Dataset entries
<<<<
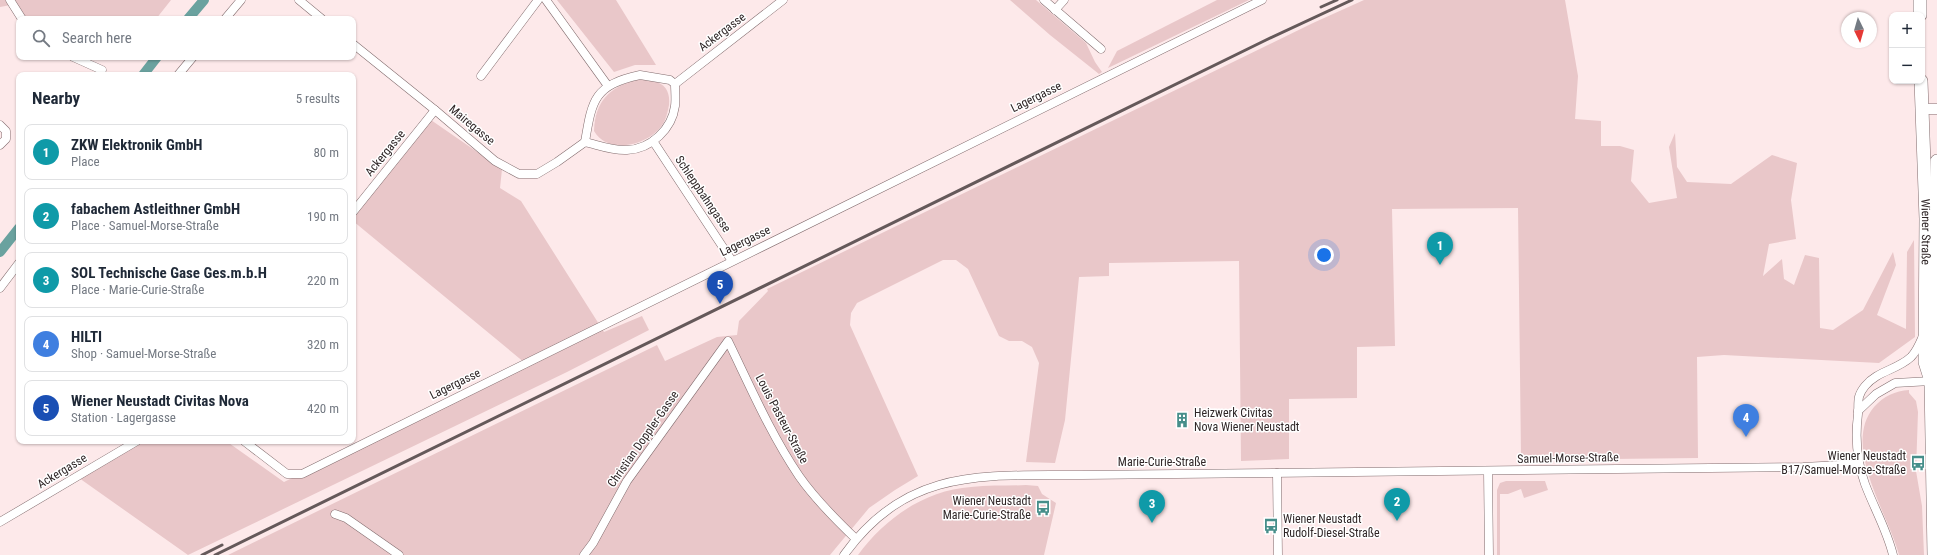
<!DOCTYPE html>
<meta charset="utf-8">
<style>
body{margin:0;font-family:"Roboto Condensed",sans-serif;background:#f6f6f7;color:#1f2937}
.controls{position:absolute;right:12px;top:12px;display:grid;overflow:hidden;border-radius:8px;box-shadow:0 1px 3px #0004}
.controls button{width:36px;height:36px;display:grid;place-items:center;padding:0;border:0;border-bottom:1px solid #e0e1e3;background:#fff;color:#1f2937;font:20px sans-serif}
.compass{position:absolute;left:1841px;top:12px;width:36px;height:36px;border-radius:50%;background:#fff;box-shadow:0 1px 3px #0004;rotate:175deg}
.you{position:absolute;left:1324px;top:255px;width:14px;height:14px;margin:-10px;border:3px solid #fff;border-radius:50%;background:#1a73e8;box-shadow:0 0 0 6px #1a73e833}
.badge{display:grid;place-items:center;width:26px;height:26px;border-radius:50%;background:#7c3aed;color:#fff;font-size:13px;font-weight:700}
.pin{position:absolute;translate:-50% -33px;filter:drop-shadow(0 1px 2px #0008)}
.pin::after{content:'';position:absolute;top:21px;width:14px;height:12px;background:inherit;clip-path:polygon(0 0,100% 0,50% 100%)}
.list{margin:0;padding:0;list-style:none}
h2{display:flex;justify-content:space-between;align-items:center;height:52px;margin:0;padding:0 16px;font-size:17px}
h2 small{font-size:13px;font-weight:400;color:#747a83}
.list li{display:grid;grid-template-columns:26px 1fr auto;gap:12px;align-items:center;box-sizing:border-box;height:56px;margin:0 8px 8px;padding:0 8px;border:1px solid #e0e1e3;border-radius:8px}
.list b{display:block;font-size:15px;white-space:nowrap}
.list p{margin:0;font-size:13px;white-space:nowrap;color:#747a83}
.list em{font-size:13px;font-style:normal;color:#747a83}
.icon{flex:none;width:22px;height:22px;fill:none;stroke:currentColor;stroke-width:2;stroke-linecap:round;stroke-linejoin:round}
.map{position:relative;flex:none;width:1937px;height:555px;overflow:hidden}
.search{position:absolute;background:#fff;box-shadow:0 1px 3px #0004;left:16px;top:16px;width:340px;height:44px;display:flex;align-items:center;gap:10px;box-sizing:border-box;padding:0 14px;border-radius:8px;color:#747a83;font-size:15px}
.panel{position:absolute;background:#fff;box-shadow:0 1px 3px #0004;left:16px;top:72px;width:340px;height:372px;border-radius:8px}
.map>svg:first-child{display:block}
</style>
<div class="map">
<svg width="1937" height="555" viewBox="0 0 1937 555">
<rect width="100%" height="100%" fill="#fde9ea"/>
<g fill="#e9c7c9">
<polygon points="0,0 171,0 156,19 26,19 16,4 0,7"/>
<polygon points="557,0 616,0 656,65 635,65 614,72"/>
<polygon points="1010,0 1036,0 1086,43 1095,62 1102,72 1099,74 1050,35"/>
<polygon points="1217,0 1249,0 1108,68 1117,51"/>
<polygon points="1364,0 1565,0 1578,76 1575,119 1601,121 1601,146 1620,146 1634,150 1631,181 1649,203 1677,198 1669,147 1675,133 1677,167 1687,182 1731,184 1772,155 1797,163 1791,200 1796,239 1769,244 1763,276 1782,259 1784,279 1794,285 1805,255 1819,258 1820,328 1833,330 1863,310 1893,252 1896,265 1877,315 1906,329 1907,252 1914,240 1915,337 1879,363 1724,355 1697,357 1698,458 1523,460 1521,456 1518,208 1392,209 1395,346 1357,347 1357,398 1289,399 1289,459 1241,461 1239,261 1109,263 1109,276 1079,277 1065,420 1055,463 1026,462 1039,363 1032,347 1022,341 1009,341 999,336 968,269 956,260 943,260 857,303 851,313 850,325 918,476 895,490 869,508 830,555 228,555 657,345 665,361 717,337 737,335 739,321 768,291 767,289 1313,23"/>
<path d="M637,79c18,1 34,3 32,26 -1,5 -2,10 -4,15 -11,24 -56,37 -71,11 1,-30 15,-43 43,-52z"/>
<polygon points="428,118 502,169 500,188 521,201 604,332 642,316 649,330 567,372 188,555 79,478 138,441 226,441 284,482 525,363 353,221 353,216"/>
<path d="M1909,390v3l7,8 2,11 -2,59 6,35 2,49h-25c-10,-40 -58,-109 -25,-148 10,-11 21,-16 35,-17z"/>
<polygon points="1506,481 1545,481 1548,490 1524,498 1521,489 1508,494 1500,494 1500,555 1497,555 1497,490 1500,483"/>
<path d="M1026,485l12,1 4,8 14,9 -12,52h-186c26,-36 67,-65 113,-68 18,-2 37,-1 55,-2z"/>
</g>
<g fill="none" stroke-linecap="round" stroke-linejoin="round">
<g stroke="#6aa29f" stroke-width="10">
<polyline points="188,19 204,0"/>
<polyline points="143,75 157,57"/>
<polyline points="0,252 19,228"/>
</g>
<g stroke="#826c6e" stroke-width="9">
<g id="minor">
<polyline points="10,0 22,19"/>
<polyline points="299,0 322,19"/>
<polyline points="546,0 608,86"/>
<polyline points="1044,0 1101,49"/>
<polyline points="1055,10 1064,0"/>
<polyline points="225,19 241,0"/>
<polyline points="353,44 435,110 495,161 519,174 537,174 557,162 585,142"/>
<polyline points="73,57 102,70"/>
<polyline points="178,75 193,57"/>
<path d="M640,75l30,5 5,4c0,7 1,15 0,22 -3,23 -24,43 -48,44 -14,1 -29,-5 -42,-8 7,-42 9,-57 55,-67z"/>
<polyline points="481,76 538,0"/>
<polyline points="675,84 783,0"/>
<polyline points="0,125 6,131 6,139 0,145"/>
<polyline points="653,141 732,261"/>
<polyline points="353,212 435,110"/>
<polyline points="0,288 19,263"/>
<polyline points="1858,411 1876,394 1895,383 1931,381"/>
<polyline points="244,441 287,474 302,474 1262,0"/>
<polyline points="1488,471 1489,555"/>
<polyline points="1277,473 1278,555"/>
<polyline points="335,514 346,518 399,555"/>
<polyline points="0,522 137,441"/>
<path d="M584,555l9,-12 34,-62 101,-140c22,45 42,92 71,135 16,23 36,43 57,63"/>
<path d="M844,555c64,-89 141,-79 238,-80l721,-8 56,-3"/>
<path d="M1893,555c-6,-25 -19,-47 -28,-71 -8,-22 -10,-46 -7,-70 1,-12 -2,-17 7,-28 12,-15 32,-16 46,-29 6,-6 9,-14 12,-21"/>
</g>
</g>
<g stroke="#826c6e" stroke-width="11">
<polyline id="tertiary" points="1922,109 1937,109"/>
</g>
<g stroke="#826c6e" stroke-width="14">
<g id="primary">
<polyline points="1920,15 1920,0"/>
<path id="s1" d="M1921,81l5,138 -1,143 6,19"/>
<polyline points="1934,555 1931,381 1936,362 1937,161"/>
</g>
</g>
<use href="#minor" stroke="#fff" stroke-width="8"/>
<use href="#tertiary" stroke="#fff" stroke-width="10"/>
<use href="#primary" stroke="#fff" stroke-width="13"/>
<g stroke="#65595a" stroke-width="3">
<polyline points="1321,7 1337,0"/>
<polyline points="202,555 222,545"/>
<polyline points="215,555 1266,40 1352,0"/>
</g>
</g>
<defs>
<g id="building-bare" transform="scale(1.2)"><path d="M-4-6H4V6H1V3H-1V6H-4ZM-2.5-4.3h1.7v1.8h-1.7ZM.8-4.3h1.7v1.8H.8ZM-2.5-1h1.7V.8h-1.7ZM.8-1h1.7V.8H.8Z" fill="#468e8a" stroke="#fff" stroke-width="2.5" paint-order="stroke"/></g>
<g id="bus-bare" transform="scale(1.2)"><path d="M-5-6H5V4H4V6H2V4H-2V6H-4V4H-5ZM-3.5-4V0h7V-4ZM-3.5 1.2v1.5H-2V1.2ZM2 1.2v1.5H3.5V1.2Z" fill="#468e8a" stroke="#fff" stroke-width="2.5" paint-order="stroke"/></g>
</defs>
<g fill-rule="evenodd">
<use href="#building-bare" x="1182" y="420"/>
<use href="#bus-bare" x="1918" y="463"/>
<use href="#bus-bare" x="1043" y="508"/>
<use href="#bus-bare" x="1271" y="526"/>
</g>
<g text-anchor="middle" dominant-baseline="central" stroke-width="3" stroke-linejoin="round" paint-order="stroke">
<g font-size="12" fill="#2f2627" stroke="#fff">
<text transform="translate(722 32) rotate(-37)">Ackergasse</text>
<text transform="translate(1036 97) rotate(-26)">Lagergasse</text>
<text transform="translate(472 125) rotate(40)">Mairegasse</text>
<text transform="translate(385 153) rotate(-51)">Ackergasse</text>
<text transform="translate(703 194) rotate(56)">Schleppbahngasse</text>
<text stroke="none"><textPath href="#s1" startOffset="151">Wiener Straße</textPath></text>
<text transform="translate(745 241) rotate(-26)">Lagergasse</text>
<text transform="translate(455 384) rotate(-26)">Lagergasse</text>
<text transform="translate(782 419) rotate(62)">Louis Pasteur-Straße</text>
<text transform="translate(643 439) rotate(-55)">Christian Doppler-Gasse</text>
<text transform="translate(1568 458) rotate(-1)">Samuel-Morse-Straße</text>
<text x="1162" y="462">Marie-Curie-Straße</text>
<text transform="translate(62 471) rotate(-31)">Ackergasse</text>
</g>
<g font-size="12" fill="#2f2627" stroke="#fff" text-anchor="start">
<text x="1194" y="413">Heizwerk Civitas<tspan x="1194" dy="14">Nova Wiener Neustadt</tspan></text>
<text x="1906" y="456" text-anchor="end">Wiener Neustadt<tspan x="1906" dy="14">B17/Samuel-Morse-Straße</tspan></text>
<text x="1031" y="501" text-anchor="end">Wiener Neustadt<tspan x="1031" dy="14">Marie-Curie-Straße</tspan></text>
<text x="1283" y="519">Wiener Neustadt<tspan x="1283" dy="14">Rudolf-Diesel-Straße</tspan></text>
</g>
</g>
</svg>
<div class="controls">
<button>+</button>
<button>−</button>
</div>
<svg class="compass" viewBox="-18 -18 36 36"><path d="M0-13l5 13h-10z" fill="#e53935"/><path d="M0 13l5-13h-10z" fill="#747a83"/></svg>
<div class="you"></div>
<div class="pin badge" style="left:1440px;top:265px;background:#0f9aa8">1</div>
<div class="pin badge" style="left:1397px;top:521px;background:#0f9aa8">2</div>
<div class="pin badge" style="left:1152px;top:523px;background:#0f9aa8">3</div>
<div class="pin badge" style="left:1746px;top:437px;background:#3f7fe0">4</div>
<div class="pin badge" style="left:720px;top:304px;background:#1a4fb4">5</div>
<div class="search"><svg class="icon" aria-label="search" viewBox="0 0 24 24"><circle cx="10" cy="10" r="6"/><path d="M15 15l6 6"/></svg>Search here</div>
<section class="panel">
<h2>Nearby<small>5 results</small></h2>
<ul class="list">
<li><span class="badge" style="background:#0f9aa8">1</span><div><b>ZKW Elektronik GmbH</b><p>Place</p></div><em>80 m</em></li>
<li><span class="badge" style="background:#0f9aa8">2</span><div><b>fabachem Astleithner GmbH</b><p>Place · Samuel-Morse-Straße</p></div><em>190 m</em></li>
<li><span class="badge" style="background:#0f9aa8">3</span><div><b>SOL Technische Gase Ges.m.b.H</b><p>Place · Marie-Curie-Straße</p></div><em>220 m</em></li>
<li><span class="badge" style="background:#3f7fe0">4</span><div><b>HILTI</b><p>Shop · Samuel-Morse-Straße</p></div><em>320 m</em></li>
<li><span class="badge" style="background:#1a4fb4">5</span><div><b>Wiener Neustadt Civitas Nova</b><p>Station · Lagergasse</p></div><em>420 m</em></li>
</ul>
</section>
</div>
>>>>
Activity
Word for word, restate only the lines from the one containing "Nova</b><p>Station · Lagergasse</p></div><em>420 m</em></li>" through the last line of the entries, with both ends kept.

Result
<li><span class="badge" style="background:#1a4fb4">5</span><div><b>Wiener Neustadt Civitas Nova</b><p>Station · Lagergasse</p></div><em>420 m</em></li>
</ul>
</section>
</div>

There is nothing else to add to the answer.